START RECORDS FOR THIS EXERCISE
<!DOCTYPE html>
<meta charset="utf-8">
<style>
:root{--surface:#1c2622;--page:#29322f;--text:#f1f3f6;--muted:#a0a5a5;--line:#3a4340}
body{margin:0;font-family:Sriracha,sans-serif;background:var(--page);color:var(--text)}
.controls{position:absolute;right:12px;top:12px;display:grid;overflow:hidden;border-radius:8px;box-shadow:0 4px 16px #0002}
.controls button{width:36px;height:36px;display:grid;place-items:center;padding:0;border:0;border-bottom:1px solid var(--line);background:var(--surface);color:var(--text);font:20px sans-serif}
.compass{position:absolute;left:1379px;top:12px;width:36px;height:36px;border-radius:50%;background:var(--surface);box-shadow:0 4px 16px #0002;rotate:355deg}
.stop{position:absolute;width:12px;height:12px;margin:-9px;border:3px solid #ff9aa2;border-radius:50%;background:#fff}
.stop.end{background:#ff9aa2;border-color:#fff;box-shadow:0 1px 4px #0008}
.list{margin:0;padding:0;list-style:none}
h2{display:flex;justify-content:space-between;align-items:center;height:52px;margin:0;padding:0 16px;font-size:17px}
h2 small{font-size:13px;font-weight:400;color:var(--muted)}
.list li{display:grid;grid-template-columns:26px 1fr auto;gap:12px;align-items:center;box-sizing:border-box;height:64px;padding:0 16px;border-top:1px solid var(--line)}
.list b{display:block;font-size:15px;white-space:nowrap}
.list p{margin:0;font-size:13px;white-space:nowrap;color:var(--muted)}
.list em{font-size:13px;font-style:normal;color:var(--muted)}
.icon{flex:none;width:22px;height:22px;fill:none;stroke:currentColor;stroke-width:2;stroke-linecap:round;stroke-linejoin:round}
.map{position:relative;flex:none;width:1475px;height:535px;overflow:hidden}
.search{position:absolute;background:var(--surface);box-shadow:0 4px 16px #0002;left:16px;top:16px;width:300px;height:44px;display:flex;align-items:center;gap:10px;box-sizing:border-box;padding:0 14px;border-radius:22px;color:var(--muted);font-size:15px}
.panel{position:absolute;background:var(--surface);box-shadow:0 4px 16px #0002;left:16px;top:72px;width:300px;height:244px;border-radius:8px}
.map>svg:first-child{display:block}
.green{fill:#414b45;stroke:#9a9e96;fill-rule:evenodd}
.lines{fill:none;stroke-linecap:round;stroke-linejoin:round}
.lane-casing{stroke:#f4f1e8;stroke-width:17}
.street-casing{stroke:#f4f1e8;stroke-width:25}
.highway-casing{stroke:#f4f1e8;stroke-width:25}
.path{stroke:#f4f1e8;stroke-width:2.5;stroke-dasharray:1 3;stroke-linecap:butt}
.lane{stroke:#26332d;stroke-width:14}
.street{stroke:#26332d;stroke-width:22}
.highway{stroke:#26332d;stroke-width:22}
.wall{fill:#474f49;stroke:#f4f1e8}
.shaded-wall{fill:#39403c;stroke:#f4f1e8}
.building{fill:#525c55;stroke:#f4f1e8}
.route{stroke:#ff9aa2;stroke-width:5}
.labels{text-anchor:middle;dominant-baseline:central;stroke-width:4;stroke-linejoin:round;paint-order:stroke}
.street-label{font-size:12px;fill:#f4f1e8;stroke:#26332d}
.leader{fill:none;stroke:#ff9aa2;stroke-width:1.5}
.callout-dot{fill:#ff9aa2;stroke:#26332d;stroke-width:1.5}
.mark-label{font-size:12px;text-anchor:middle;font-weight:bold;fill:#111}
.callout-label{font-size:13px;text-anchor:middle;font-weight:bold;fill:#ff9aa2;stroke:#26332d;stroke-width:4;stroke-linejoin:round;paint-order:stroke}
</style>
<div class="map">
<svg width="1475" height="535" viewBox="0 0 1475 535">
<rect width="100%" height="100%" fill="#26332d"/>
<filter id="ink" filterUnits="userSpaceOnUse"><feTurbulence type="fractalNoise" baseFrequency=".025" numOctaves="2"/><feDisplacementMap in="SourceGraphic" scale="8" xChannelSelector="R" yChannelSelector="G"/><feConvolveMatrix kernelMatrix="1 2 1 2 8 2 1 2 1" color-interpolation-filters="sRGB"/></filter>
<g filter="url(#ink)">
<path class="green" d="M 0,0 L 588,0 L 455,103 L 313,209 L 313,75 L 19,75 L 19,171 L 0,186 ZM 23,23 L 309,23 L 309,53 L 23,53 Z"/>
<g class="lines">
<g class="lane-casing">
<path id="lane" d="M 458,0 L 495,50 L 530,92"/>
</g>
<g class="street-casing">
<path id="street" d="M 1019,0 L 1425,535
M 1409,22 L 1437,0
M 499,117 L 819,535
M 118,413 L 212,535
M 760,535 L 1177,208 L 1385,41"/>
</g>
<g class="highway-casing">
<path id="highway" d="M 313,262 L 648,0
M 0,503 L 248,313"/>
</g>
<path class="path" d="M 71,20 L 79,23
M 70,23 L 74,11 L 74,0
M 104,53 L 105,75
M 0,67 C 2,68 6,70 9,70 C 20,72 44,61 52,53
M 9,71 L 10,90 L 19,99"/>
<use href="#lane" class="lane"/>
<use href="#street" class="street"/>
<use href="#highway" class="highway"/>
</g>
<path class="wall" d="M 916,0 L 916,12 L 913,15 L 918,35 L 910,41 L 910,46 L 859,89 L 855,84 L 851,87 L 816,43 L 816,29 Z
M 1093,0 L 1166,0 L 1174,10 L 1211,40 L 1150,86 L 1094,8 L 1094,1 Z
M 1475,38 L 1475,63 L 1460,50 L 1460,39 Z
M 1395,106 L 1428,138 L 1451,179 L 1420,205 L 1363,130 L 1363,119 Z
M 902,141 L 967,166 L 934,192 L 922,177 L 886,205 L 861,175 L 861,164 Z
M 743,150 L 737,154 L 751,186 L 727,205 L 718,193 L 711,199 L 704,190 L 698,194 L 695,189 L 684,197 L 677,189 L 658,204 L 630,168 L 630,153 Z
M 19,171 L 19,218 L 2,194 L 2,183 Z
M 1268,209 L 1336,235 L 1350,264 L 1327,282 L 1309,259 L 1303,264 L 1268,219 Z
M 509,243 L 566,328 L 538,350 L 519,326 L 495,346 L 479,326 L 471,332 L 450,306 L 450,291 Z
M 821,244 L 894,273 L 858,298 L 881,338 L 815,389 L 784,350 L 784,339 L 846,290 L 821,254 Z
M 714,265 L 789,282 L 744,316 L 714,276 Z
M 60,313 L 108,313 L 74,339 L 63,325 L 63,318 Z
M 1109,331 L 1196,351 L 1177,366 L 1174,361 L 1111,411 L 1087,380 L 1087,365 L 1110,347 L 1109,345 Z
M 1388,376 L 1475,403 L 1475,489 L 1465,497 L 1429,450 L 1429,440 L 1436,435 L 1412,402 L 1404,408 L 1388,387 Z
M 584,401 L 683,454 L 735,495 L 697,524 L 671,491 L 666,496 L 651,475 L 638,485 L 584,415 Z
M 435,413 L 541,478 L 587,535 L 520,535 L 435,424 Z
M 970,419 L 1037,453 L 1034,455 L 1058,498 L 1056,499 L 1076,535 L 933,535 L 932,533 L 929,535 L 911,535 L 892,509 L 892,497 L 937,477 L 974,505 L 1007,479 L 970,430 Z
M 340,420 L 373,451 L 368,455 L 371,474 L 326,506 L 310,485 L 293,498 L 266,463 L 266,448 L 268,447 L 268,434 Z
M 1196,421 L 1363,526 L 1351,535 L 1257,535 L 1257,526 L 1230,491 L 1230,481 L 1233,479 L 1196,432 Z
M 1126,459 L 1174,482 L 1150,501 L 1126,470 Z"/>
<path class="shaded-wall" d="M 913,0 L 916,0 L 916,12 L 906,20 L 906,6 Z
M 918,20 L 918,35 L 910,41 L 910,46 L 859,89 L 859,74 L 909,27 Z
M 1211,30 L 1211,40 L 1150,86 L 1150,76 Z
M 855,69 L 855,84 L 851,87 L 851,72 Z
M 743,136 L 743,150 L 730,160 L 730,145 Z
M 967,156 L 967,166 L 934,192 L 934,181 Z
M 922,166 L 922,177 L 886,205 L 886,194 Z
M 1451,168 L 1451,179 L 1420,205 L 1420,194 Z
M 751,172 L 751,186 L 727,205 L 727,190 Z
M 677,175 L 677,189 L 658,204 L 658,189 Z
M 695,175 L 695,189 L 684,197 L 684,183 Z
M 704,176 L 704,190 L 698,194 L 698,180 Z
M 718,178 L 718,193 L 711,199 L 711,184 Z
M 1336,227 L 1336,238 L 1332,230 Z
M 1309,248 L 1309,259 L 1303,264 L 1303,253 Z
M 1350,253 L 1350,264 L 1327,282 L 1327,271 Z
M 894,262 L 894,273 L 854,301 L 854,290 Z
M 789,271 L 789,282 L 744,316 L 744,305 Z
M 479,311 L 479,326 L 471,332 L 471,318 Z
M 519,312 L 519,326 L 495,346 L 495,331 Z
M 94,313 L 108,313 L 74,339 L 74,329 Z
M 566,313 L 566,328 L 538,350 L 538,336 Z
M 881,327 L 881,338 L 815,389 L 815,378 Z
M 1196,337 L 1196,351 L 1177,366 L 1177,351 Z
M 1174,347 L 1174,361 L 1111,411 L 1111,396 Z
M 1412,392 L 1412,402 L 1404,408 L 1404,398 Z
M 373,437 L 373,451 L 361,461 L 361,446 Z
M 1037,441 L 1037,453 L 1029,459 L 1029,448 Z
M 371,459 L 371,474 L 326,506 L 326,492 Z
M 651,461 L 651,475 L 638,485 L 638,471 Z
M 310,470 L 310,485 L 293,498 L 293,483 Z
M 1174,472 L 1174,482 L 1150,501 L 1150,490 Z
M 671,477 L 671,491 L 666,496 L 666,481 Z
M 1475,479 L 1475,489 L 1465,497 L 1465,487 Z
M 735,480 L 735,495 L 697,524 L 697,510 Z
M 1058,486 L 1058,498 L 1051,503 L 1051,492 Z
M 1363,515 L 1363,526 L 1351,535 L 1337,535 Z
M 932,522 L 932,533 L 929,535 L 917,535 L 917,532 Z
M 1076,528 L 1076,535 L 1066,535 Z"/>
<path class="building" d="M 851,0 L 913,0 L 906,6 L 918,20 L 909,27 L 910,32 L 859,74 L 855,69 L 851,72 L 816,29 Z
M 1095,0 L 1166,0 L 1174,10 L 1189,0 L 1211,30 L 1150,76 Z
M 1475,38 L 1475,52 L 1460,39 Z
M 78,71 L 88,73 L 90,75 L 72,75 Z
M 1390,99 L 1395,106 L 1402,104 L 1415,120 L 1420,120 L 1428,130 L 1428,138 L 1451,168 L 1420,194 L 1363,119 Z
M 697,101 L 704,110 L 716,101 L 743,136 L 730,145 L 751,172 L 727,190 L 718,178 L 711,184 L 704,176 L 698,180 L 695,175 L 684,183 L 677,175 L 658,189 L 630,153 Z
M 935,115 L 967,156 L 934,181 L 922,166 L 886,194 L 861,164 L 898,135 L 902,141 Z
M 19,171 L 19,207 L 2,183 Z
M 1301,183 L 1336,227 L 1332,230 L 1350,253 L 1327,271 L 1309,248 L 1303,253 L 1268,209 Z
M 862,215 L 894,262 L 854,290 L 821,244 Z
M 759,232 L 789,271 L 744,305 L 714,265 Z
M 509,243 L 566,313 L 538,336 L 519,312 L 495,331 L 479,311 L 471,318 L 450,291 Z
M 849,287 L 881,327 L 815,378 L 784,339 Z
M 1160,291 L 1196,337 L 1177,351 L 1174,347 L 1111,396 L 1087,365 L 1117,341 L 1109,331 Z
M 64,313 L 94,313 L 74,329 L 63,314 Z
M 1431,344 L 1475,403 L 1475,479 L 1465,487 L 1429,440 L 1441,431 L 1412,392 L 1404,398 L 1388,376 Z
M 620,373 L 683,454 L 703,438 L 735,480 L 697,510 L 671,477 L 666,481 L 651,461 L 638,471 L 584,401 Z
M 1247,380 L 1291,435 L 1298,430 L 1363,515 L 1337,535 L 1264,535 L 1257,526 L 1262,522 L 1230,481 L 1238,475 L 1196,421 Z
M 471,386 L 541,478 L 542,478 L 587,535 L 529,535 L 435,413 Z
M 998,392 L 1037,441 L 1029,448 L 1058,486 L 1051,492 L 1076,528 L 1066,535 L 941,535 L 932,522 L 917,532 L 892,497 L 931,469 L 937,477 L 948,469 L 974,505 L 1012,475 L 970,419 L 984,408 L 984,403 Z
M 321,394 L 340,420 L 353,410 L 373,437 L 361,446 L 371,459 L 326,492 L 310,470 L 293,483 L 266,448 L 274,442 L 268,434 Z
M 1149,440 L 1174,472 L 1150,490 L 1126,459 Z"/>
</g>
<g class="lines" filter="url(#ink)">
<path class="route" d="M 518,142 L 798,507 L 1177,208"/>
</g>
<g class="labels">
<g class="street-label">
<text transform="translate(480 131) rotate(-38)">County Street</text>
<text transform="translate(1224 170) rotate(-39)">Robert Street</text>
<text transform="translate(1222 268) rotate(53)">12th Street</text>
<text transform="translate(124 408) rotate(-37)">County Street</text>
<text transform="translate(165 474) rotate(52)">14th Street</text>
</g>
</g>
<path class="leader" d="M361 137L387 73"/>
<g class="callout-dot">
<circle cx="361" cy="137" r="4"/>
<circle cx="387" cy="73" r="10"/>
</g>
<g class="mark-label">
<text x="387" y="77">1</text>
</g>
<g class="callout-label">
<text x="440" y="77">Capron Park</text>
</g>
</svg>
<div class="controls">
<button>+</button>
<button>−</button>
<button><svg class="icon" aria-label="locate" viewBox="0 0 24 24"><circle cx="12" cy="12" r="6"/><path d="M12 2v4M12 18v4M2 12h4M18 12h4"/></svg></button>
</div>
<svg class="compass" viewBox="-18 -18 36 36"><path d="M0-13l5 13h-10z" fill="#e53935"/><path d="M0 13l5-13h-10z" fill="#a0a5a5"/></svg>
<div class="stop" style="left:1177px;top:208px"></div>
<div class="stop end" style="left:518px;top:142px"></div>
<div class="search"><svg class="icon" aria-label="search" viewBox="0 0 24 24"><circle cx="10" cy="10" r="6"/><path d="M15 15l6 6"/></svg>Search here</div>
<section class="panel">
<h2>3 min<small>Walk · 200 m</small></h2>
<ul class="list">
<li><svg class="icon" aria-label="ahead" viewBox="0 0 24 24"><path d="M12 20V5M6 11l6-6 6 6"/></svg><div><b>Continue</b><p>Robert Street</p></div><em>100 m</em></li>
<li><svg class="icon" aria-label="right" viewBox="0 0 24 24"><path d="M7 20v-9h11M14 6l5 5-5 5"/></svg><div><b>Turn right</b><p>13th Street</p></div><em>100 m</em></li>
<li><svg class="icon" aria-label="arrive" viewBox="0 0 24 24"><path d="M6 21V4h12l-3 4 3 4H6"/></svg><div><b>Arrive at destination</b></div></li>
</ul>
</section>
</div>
END RECORDS FOR THIS EXERCISE
WHAT YOU NEED TO DO:
Go through the records. Copy each line where "solid" appears.

REPLY TO THE TASK:
.controls button{width:36px;height:36px;display:grid;place-items:center;padding:0;border:0;border-bottom:1px solid var(--line);background:var(--surface);color:var(--text);font:20px sans-serif}
.stop{position:absolute;width:12px;height:12px;margin:-9px;border:3px solid #ff9aa2;border-radius:50%;background:#fff}
.list li{display:grid;grid-template-columns:26px 1fr auto;gap:12px;align-items:center;box-sizing:border-box;height:64px;padding:0 16px;border-top:1px solid var(--line)}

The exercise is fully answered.